- [Assignment]:
Check every line of the entries for "icon", and copy the lines that hold it.
§ §
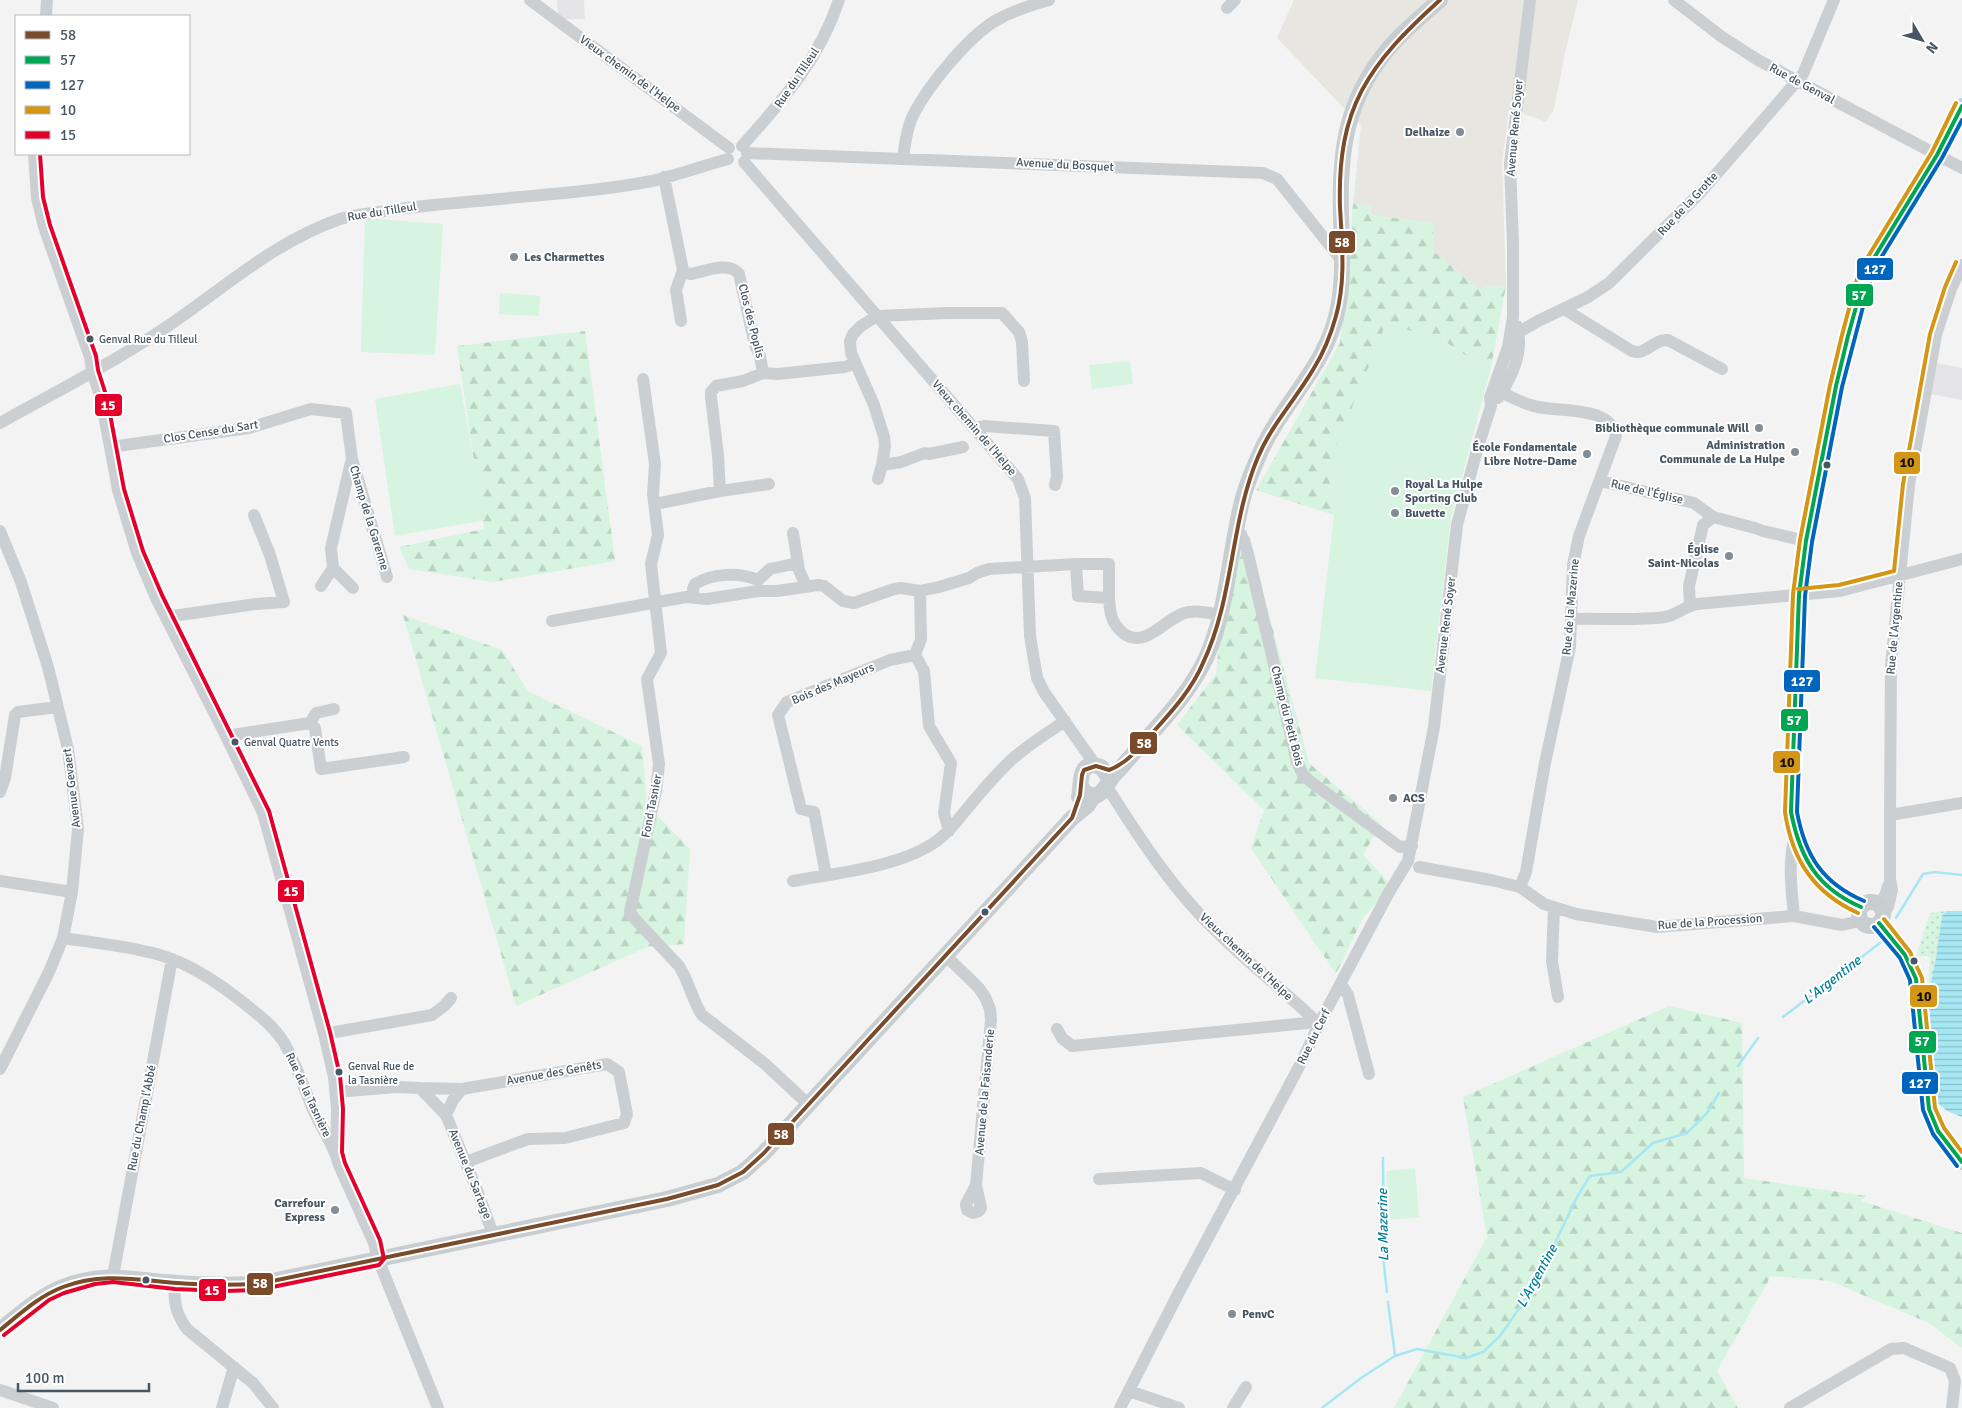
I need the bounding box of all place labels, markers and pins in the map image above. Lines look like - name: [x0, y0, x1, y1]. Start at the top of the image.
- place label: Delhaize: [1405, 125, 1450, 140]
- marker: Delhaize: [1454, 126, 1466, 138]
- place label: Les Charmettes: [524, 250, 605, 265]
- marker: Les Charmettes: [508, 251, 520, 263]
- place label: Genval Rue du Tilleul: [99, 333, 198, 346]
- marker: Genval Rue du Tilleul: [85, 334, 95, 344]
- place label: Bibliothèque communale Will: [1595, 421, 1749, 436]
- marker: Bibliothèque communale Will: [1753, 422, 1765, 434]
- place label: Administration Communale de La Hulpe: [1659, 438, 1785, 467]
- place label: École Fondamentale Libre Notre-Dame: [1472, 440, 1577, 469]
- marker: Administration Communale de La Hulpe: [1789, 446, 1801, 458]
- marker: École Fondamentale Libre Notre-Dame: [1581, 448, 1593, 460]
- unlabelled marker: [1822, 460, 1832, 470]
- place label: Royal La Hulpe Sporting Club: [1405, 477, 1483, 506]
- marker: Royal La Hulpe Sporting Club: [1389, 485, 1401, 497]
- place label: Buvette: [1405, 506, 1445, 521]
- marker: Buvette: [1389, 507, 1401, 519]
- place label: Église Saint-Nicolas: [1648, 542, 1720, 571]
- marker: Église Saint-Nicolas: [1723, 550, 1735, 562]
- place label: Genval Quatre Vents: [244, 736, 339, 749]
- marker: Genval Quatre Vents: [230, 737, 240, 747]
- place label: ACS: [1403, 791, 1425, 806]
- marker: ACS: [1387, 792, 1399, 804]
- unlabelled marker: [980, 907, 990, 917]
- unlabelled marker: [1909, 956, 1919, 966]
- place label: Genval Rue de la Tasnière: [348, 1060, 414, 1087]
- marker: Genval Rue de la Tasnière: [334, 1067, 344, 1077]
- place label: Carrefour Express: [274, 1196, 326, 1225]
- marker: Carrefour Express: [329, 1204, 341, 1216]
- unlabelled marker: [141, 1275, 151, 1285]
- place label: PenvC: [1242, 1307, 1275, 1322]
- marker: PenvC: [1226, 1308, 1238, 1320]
§ §
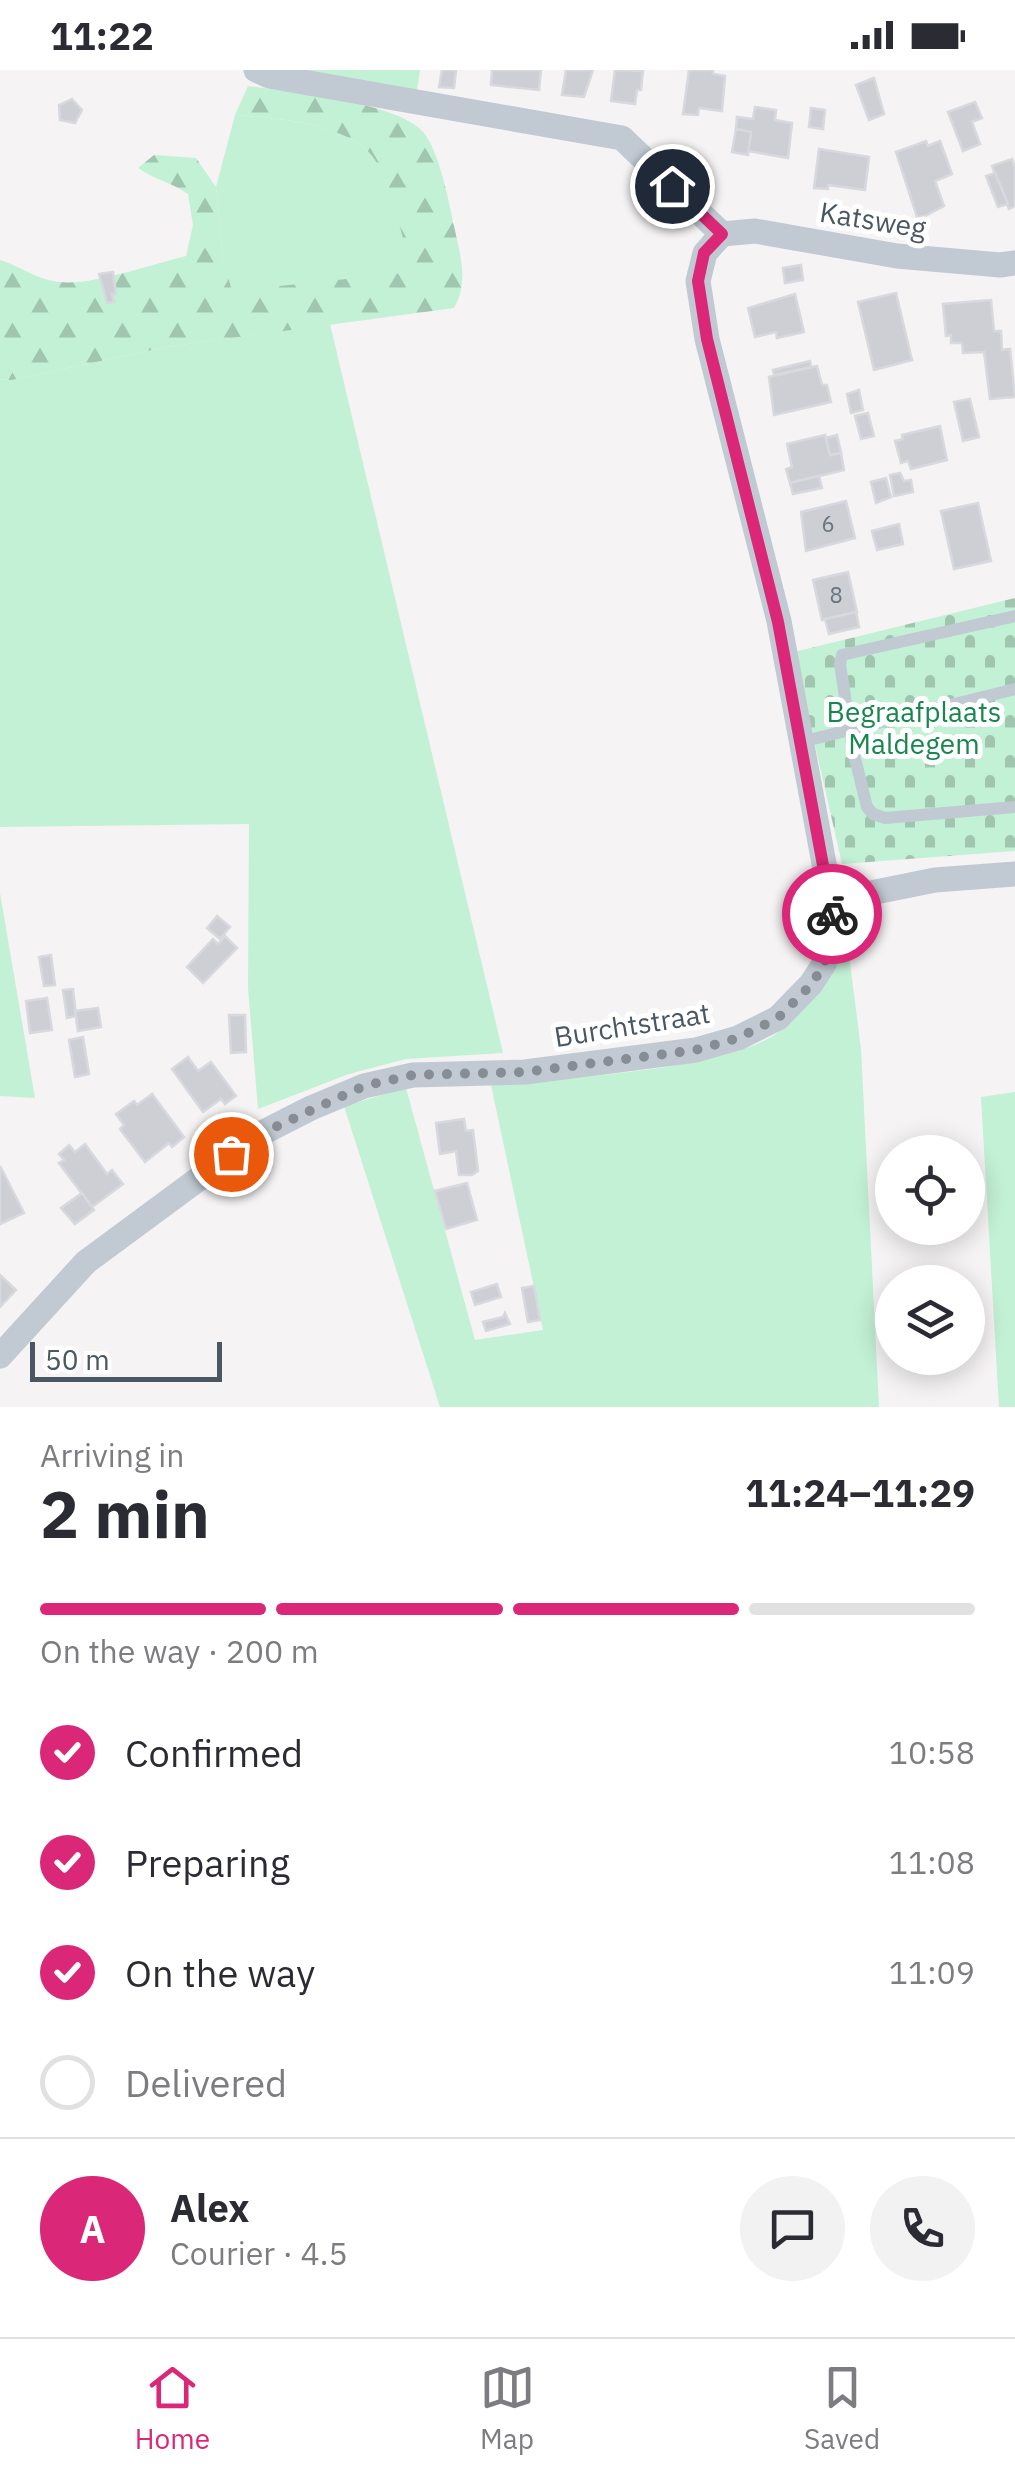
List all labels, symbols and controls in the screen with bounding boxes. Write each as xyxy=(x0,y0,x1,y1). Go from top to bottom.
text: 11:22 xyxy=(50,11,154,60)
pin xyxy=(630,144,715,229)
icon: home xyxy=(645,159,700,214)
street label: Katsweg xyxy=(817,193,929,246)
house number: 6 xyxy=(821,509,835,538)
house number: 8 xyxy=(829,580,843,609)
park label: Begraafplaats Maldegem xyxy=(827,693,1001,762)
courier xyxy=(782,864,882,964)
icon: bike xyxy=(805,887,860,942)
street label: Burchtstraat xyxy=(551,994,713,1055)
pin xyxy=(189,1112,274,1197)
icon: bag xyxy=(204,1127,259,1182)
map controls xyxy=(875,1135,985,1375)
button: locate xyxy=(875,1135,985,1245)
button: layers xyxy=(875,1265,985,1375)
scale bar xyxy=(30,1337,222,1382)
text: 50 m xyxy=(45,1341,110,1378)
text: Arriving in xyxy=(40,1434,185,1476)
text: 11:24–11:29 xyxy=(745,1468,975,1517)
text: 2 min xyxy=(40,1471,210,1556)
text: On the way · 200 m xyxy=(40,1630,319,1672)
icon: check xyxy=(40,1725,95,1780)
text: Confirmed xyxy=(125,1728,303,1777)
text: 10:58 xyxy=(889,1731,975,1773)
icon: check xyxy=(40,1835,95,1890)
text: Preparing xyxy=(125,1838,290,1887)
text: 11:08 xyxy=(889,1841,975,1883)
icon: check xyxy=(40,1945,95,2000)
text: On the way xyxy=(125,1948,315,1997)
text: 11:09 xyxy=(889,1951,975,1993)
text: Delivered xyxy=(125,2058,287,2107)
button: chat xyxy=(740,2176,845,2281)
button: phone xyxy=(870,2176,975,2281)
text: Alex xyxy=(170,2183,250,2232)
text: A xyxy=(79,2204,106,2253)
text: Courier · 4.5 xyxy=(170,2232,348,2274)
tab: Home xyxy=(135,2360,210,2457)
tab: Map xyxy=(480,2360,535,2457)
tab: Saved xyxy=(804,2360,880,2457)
§ §
- [Task solution]:
icon: home xyxy=(645,159,700,214)
icon: bike xyxy=(805,887,860,942)
icon: bag xyxy=(204,1127,259,1182)
icon: check xyxy=(40,1725,95,1780)
icon: check xyxy=(40,1835,95,1890)
icon: check xyxy=(40,1945,95,2000)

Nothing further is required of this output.